Simón arrancó el precinto con la impaciencia del niño que descubre un juguete, levantó la tapa de cartón y... Su cara se convirtió en un poema: decenas de trapitos de mil colores inundaban la caja; todos ellos dobladitos y colocados en fila con un escrupuloso orden cromático.
- Carmen, ¿esto qué es? -preguntó entre sorprendido y escandalizado.
La catedrática miró de soslayo la caja y al instante la remiró con sus ojos intentando salirse de su fisonómico receptáculo.
- ¡La madre que le pario! ¡¡¡Son bragas!!! ¡Ay, por Dios! Qué vergüenza. Pero, ¿ese chico está loco? ¡Ay, por Dios! ¿Y cómo me voy a casa con una caja llena de bragas? Mi marido va a pensar que la loca soy yo.
Tras muchos años de compartir despacho, ninguno de los dos tenía reparo alguno en hacer cualquier tipo de comentario por procaz o salido de tono que pudiera parecer a oídos extraños.
- Regálaselas al Excelentísimo y Magnífico, quizá le guste el detalle.
A carcajada batiente, Simón comenzó a manipular la otra caja seguro de que sería su anhelado falo inhiesto.

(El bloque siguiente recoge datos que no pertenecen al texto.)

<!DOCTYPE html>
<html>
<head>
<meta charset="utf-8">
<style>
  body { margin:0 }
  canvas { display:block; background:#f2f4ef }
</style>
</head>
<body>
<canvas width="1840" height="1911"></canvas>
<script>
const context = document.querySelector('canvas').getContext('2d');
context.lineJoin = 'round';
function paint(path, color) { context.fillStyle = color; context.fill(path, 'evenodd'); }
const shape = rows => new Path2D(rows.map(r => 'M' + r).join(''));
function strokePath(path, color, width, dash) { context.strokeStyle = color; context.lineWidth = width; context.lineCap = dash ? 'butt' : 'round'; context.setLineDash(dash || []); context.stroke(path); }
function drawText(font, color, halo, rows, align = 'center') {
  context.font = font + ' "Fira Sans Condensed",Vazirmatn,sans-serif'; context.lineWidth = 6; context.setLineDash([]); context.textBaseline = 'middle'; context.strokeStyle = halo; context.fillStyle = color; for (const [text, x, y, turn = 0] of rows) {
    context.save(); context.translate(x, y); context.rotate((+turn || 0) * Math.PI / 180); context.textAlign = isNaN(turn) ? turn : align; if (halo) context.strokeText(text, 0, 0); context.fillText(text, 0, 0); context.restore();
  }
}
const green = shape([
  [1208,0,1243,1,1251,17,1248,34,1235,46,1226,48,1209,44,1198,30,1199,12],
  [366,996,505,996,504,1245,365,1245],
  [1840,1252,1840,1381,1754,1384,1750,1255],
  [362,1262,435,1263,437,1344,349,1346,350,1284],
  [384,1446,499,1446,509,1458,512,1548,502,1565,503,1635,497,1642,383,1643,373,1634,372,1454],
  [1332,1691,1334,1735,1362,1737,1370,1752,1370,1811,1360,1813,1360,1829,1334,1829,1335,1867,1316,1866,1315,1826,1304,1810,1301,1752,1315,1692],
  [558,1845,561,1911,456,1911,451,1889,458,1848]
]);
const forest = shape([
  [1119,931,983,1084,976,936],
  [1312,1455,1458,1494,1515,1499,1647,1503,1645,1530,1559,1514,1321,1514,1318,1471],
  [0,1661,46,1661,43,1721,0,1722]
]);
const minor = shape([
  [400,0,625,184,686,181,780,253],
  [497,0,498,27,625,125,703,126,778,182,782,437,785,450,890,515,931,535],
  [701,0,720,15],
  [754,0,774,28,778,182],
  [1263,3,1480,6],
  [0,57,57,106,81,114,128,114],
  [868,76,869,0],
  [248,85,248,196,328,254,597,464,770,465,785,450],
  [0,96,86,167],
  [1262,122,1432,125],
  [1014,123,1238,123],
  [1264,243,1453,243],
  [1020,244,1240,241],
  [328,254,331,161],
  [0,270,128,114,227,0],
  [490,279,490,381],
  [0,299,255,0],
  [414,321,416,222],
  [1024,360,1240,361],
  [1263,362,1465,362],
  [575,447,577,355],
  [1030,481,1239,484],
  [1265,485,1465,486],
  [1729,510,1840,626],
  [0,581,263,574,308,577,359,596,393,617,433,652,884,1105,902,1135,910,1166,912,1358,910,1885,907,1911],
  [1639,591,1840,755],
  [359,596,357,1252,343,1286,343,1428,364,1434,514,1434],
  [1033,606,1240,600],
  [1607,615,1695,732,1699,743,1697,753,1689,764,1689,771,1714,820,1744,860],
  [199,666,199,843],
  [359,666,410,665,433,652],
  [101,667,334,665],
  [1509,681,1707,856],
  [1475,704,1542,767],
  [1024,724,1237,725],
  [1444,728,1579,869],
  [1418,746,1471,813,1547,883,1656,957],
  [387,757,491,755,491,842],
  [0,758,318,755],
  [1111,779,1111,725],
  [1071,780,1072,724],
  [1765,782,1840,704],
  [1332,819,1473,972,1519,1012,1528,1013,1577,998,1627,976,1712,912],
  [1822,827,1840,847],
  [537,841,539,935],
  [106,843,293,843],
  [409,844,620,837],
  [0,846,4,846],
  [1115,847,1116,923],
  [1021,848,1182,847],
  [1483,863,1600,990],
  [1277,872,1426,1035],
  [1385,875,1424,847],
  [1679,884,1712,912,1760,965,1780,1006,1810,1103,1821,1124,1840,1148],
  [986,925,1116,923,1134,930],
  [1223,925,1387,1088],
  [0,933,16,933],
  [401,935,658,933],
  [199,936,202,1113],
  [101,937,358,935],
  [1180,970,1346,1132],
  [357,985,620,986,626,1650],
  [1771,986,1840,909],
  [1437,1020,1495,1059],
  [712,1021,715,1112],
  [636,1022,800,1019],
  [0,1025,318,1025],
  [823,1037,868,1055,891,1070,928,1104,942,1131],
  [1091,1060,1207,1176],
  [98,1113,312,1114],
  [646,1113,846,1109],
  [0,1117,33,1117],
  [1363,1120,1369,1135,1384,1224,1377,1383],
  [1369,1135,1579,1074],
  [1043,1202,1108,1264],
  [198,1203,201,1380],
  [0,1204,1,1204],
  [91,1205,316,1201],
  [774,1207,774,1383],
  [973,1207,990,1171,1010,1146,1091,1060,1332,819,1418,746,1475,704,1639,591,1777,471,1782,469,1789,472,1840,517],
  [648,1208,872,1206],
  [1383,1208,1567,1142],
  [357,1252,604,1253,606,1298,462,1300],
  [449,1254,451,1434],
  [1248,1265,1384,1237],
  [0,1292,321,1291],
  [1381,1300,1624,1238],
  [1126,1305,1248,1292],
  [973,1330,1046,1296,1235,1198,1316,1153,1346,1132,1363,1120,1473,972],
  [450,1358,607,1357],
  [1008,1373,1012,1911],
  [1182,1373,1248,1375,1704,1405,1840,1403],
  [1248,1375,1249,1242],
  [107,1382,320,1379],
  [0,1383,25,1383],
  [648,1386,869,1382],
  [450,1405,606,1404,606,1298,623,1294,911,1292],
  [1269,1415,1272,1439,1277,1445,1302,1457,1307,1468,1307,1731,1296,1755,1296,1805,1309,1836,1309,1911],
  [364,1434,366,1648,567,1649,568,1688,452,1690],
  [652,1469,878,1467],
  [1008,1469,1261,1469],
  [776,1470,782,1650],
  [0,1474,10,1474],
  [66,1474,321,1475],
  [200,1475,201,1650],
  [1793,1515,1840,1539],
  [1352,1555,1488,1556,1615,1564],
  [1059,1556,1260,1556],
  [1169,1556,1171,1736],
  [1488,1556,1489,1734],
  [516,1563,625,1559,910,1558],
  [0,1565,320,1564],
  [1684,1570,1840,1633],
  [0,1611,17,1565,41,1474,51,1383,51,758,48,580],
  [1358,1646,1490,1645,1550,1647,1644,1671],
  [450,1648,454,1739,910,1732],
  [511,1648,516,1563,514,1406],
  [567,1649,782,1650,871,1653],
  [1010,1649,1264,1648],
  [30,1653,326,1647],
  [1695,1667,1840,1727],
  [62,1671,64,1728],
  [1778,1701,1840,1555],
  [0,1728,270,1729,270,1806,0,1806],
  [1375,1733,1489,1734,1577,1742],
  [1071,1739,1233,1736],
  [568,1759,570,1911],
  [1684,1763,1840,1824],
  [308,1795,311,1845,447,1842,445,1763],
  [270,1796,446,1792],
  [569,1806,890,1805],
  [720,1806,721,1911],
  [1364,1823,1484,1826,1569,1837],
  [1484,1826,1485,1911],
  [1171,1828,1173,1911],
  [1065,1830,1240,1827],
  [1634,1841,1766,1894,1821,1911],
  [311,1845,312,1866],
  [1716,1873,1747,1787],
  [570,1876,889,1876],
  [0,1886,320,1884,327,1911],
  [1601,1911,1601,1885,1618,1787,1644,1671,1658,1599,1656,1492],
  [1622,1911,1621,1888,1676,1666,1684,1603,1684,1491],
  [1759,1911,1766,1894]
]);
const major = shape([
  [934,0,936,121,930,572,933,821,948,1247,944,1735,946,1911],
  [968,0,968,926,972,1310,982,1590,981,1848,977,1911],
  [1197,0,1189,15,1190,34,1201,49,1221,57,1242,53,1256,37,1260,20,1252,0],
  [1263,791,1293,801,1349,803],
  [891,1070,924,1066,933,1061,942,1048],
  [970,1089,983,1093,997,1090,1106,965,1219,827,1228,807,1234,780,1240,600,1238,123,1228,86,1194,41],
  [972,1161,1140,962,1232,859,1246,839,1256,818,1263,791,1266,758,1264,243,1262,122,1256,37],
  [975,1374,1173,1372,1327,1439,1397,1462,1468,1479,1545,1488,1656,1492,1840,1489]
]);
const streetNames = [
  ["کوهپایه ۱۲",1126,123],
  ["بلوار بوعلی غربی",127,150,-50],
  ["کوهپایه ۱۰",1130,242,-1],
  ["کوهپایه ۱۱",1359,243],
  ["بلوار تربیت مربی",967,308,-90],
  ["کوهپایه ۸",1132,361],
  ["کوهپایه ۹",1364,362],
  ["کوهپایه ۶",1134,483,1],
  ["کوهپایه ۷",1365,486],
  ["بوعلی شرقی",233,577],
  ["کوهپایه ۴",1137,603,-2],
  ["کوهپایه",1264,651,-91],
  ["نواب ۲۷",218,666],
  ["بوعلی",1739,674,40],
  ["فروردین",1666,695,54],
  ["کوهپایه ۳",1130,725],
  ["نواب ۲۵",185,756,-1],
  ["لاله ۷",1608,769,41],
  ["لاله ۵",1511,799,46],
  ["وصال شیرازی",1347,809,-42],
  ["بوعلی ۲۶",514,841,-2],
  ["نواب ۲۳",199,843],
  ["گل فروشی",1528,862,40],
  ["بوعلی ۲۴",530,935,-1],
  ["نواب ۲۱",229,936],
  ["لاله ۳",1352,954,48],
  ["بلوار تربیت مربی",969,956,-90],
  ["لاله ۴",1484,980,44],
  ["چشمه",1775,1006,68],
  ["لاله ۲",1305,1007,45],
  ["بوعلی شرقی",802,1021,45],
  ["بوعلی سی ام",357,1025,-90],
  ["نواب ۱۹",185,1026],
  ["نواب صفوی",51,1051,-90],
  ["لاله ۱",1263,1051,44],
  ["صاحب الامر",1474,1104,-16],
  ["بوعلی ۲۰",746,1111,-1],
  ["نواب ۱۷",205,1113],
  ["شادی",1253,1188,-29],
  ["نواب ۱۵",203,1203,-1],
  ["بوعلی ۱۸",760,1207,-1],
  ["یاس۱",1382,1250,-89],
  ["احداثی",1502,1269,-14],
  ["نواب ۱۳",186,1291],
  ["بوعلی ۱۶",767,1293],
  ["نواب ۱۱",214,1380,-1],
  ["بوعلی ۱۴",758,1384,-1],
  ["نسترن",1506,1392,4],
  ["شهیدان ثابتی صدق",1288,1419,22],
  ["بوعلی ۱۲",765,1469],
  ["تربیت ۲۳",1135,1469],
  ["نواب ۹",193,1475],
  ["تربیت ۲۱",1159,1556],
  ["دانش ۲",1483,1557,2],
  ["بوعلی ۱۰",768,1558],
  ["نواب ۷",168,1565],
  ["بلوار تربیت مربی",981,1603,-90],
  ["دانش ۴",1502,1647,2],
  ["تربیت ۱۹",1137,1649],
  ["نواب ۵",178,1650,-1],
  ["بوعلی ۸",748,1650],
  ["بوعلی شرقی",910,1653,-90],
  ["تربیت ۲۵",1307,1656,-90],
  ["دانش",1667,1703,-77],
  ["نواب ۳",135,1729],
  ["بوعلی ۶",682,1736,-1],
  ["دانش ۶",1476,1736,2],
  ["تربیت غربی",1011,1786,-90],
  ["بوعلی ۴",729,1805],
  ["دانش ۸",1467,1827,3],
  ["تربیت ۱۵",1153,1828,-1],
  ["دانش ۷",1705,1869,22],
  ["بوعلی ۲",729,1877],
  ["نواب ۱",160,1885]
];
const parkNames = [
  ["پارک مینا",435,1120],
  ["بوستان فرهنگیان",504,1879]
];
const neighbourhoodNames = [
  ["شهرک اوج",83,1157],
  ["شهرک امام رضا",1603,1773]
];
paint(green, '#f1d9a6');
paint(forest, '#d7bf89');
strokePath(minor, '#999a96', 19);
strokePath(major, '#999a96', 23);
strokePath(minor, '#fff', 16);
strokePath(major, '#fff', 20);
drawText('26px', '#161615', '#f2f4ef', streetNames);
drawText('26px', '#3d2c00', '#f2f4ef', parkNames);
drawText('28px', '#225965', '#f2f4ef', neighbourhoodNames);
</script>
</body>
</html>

Procedió a la rotura del precinto aún con más entusiasmo que con la primera y, efectivamente, bajo la tapa de cartón, se hallaba un formidable pene tallado en madera con inscripciones de simbología inca a su alrededor. Su tamaño, de al menos cuarenta centímetros, llamó poderosamente la atención de Carmen.
- ¡Vaya! Las mujeres incas no se andaban con tonterías. A ver, déjamelo un momento.

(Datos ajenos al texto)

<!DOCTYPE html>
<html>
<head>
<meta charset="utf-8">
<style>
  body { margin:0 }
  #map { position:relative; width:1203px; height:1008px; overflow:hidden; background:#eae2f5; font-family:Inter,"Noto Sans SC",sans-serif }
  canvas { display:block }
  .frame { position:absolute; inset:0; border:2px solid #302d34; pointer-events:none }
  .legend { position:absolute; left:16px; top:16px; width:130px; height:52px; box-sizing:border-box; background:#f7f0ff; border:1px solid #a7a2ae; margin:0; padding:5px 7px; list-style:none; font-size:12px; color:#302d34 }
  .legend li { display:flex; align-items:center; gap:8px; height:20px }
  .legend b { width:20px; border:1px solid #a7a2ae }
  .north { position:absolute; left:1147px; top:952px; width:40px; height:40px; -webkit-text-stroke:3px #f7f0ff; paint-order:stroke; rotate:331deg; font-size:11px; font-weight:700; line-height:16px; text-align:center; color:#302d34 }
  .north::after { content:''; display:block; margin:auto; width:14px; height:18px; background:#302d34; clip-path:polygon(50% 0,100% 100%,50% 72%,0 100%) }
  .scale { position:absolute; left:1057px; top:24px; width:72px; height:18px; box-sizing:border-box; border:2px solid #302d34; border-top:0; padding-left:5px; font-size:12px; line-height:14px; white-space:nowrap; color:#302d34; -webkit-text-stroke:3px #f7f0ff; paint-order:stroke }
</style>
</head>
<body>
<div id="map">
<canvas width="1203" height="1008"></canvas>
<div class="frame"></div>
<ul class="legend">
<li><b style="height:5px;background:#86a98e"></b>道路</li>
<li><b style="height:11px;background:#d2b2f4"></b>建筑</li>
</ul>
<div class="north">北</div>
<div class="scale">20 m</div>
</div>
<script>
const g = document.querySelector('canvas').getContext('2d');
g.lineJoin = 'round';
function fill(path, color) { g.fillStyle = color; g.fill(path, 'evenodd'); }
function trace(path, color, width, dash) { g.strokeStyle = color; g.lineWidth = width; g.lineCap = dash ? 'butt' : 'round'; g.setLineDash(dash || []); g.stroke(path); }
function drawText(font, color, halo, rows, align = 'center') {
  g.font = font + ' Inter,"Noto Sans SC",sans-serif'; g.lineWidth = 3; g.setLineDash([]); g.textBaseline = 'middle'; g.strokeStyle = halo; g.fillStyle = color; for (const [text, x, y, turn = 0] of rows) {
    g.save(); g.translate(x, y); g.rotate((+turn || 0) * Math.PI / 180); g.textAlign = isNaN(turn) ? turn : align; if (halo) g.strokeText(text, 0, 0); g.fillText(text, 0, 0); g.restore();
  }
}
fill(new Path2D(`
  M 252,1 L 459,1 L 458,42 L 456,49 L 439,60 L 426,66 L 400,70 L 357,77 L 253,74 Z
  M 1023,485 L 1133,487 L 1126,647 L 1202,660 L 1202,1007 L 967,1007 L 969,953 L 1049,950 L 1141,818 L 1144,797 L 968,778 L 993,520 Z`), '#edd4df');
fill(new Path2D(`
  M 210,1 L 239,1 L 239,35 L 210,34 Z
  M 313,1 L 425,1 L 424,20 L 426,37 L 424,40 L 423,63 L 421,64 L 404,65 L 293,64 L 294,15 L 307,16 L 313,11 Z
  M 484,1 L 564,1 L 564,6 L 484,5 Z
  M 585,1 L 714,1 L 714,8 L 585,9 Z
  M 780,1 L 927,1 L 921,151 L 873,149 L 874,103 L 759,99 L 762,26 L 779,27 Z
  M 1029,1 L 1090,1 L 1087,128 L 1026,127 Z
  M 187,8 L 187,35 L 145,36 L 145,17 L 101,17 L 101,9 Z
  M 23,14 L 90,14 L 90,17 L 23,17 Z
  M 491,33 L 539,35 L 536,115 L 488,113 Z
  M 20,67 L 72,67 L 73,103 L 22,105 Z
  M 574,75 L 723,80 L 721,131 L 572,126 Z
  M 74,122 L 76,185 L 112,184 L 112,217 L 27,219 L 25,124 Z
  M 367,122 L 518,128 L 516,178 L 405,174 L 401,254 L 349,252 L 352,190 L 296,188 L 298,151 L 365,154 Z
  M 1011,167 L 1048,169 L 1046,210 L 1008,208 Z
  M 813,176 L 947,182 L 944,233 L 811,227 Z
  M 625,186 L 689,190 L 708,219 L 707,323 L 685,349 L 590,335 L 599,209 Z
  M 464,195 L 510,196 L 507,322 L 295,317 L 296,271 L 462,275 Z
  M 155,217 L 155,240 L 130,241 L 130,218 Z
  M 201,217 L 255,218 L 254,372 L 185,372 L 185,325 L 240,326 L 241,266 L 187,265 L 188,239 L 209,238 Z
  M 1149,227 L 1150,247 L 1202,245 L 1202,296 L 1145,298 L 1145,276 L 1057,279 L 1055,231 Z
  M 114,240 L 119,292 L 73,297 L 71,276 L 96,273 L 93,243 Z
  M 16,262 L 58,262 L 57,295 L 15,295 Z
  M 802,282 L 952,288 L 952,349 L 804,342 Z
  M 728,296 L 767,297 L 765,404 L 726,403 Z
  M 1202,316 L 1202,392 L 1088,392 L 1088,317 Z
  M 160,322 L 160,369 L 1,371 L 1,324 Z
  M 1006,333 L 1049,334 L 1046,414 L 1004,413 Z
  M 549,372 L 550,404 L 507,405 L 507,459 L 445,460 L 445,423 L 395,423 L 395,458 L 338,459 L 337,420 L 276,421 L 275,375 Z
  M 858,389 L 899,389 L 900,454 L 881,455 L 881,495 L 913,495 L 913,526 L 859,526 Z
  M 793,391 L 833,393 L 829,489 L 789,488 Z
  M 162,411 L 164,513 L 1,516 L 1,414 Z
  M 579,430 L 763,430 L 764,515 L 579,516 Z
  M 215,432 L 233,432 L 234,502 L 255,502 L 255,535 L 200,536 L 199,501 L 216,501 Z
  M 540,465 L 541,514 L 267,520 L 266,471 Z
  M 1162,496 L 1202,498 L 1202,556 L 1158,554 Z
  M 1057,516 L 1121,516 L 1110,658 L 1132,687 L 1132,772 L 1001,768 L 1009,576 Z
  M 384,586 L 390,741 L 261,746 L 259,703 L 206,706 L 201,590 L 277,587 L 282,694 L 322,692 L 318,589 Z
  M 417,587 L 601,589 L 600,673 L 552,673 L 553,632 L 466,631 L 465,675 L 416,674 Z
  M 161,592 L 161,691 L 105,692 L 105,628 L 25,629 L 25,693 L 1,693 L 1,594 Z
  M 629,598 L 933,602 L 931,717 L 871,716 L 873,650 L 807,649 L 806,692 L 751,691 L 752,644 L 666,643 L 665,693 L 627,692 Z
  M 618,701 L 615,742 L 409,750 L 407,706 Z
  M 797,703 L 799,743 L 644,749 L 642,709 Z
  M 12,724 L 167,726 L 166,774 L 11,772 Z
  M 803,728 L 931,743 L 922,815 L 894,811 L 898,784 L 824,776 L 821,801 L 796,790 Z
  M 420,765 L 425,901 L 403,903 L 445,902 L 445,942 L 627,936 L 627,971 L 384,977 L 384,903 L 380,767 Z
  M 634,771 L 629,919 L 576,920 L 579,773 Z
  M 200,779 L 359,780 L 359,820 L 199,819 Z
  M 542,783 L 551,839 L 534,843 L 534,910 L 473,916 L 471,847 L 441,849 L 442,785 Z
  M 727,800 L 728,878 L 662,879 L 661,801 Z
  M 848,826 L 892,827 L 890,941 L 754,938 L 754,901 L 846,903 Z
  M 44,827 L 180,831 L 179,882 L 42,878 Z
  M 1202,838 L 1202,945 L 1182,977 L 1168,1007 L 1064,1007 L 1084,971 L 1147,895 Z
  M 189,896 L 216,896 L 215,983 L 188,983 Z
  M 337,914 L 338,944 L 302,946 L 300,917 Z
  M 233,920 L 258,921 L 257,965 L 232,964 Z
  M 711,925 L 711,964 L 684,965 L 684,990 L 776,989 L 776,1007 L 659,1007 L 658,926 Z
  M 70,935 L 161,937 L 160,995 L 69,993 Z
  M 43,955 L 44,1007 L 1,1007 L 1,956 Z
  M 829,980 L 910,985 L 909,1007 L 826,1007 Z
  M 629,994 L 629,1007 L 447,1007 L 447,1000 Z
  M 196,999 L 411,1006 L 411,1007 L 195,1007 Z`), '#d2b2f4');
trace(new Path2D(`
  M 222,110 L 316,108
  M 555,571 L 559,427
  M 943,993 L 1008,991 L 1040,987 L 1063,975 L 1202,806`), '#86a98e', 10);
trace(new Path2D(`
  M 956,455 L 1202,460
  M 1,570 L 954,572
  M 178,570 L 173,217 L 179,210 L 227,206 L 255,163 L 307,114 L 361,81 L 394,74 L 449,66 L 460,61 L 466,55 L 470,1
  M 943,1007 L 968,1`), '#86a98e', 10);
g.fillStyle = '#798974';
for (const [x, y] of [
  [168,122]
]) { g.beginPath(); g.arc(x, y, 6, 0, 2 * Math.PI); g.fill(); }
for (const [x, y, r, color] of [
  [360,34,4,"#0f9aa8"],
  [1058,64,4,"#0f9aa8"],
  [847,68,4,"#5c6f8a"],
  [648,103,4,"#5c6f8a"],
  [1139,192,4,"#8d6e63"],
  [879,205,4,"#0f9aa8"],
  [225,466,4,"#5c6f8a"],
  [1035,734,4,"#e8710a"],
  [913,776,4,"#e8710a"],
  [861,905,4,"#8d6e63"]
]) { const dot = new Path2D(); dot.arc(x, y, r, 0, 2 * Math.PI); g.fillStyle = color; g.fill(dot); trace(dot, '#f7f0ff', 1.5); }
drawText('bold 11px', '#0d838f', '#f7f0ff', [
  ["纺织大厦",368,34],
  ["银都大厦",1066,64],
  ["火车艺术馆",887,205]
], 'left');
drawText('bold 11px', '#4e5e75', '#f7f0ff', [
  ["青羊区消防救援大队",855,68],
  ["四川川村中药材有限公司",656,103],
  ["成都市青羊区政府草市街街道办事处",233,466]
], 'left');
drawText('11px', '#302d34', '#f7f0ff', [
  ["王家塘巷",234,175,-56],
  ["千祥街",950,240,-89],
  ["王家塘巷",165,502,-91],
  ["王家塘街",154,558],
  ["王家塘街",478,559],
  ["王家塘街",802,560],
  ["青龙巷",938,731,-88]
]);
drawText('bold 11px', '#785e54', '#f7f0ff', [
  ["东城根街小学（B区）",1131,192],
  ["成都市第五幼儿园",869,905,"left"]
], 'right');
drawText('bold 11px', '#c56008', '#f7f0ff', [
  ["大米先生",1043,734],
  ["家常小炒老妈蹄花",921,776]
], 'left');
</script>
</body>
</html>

Simón estaba extasiado, tenía en sus manos una pieza de, al menos, ochocientos años de antigüedad. Se ladeó con intención de posarlo con mimo en las manos de Carmen, pero como no tenía ojos más que para el erguido miembro, tropezó con el cable del ordenador e intentó que la caída, ya inevitable, no afectara al cetro. El imponente badajo no sufrió daño alguno, pero todo lo que estaba posado en la mesa, incluida la caja llena de braguitas de colores, voló por el aire yendo a parar del modo más disperso posible por todo el despacho. Carmen se acuclilló para empezar a recoger bragas mientras reía de un modo espasmódico. Colocó aquel símbolo del poder masculino sobre el regazo de Simón que, sentado en el suelo, también reía mientras le colgaban bragas de las orejas. En aquel inoportuno momento, María abrió la puerta del despacho con su habitual brío, dándose la fatal circunstancia de que Carmen paró el empellón de la puerta con su trasero, yendo a caer de bruces contra Simón. La imagen que recibieron María y Roberto, fue la de Carmen tumbada a horcajadas sobre Simón mientras por su trasero sobresalía el bálano de madera y de la cabeza de Simón colgaban no menos de tres bragas con encajes rojos y fucsias.
- Quizá no llegamos en buen momento -dijo María buscando un agujero por el que pudiera tragarle la Tierra.
Roberto, con una gran retranca, fue menos velado en su comentario y con sonrisa socarrona tiró a dar.
- Carmen, intuyo que no es lo que parece, pero terminar rápido con la explicación, tenemos hora en el restaurante.
Lógicamente, aquello trascendió de un modo frenético. Todos y cada uno de los componentes de aquel universo académico, recibieron cumplida cuenta del loco proceder de Carmen y Simón. Naturalmente, nunca se creyeron la imposible explicación que quiso ofrecer Simón.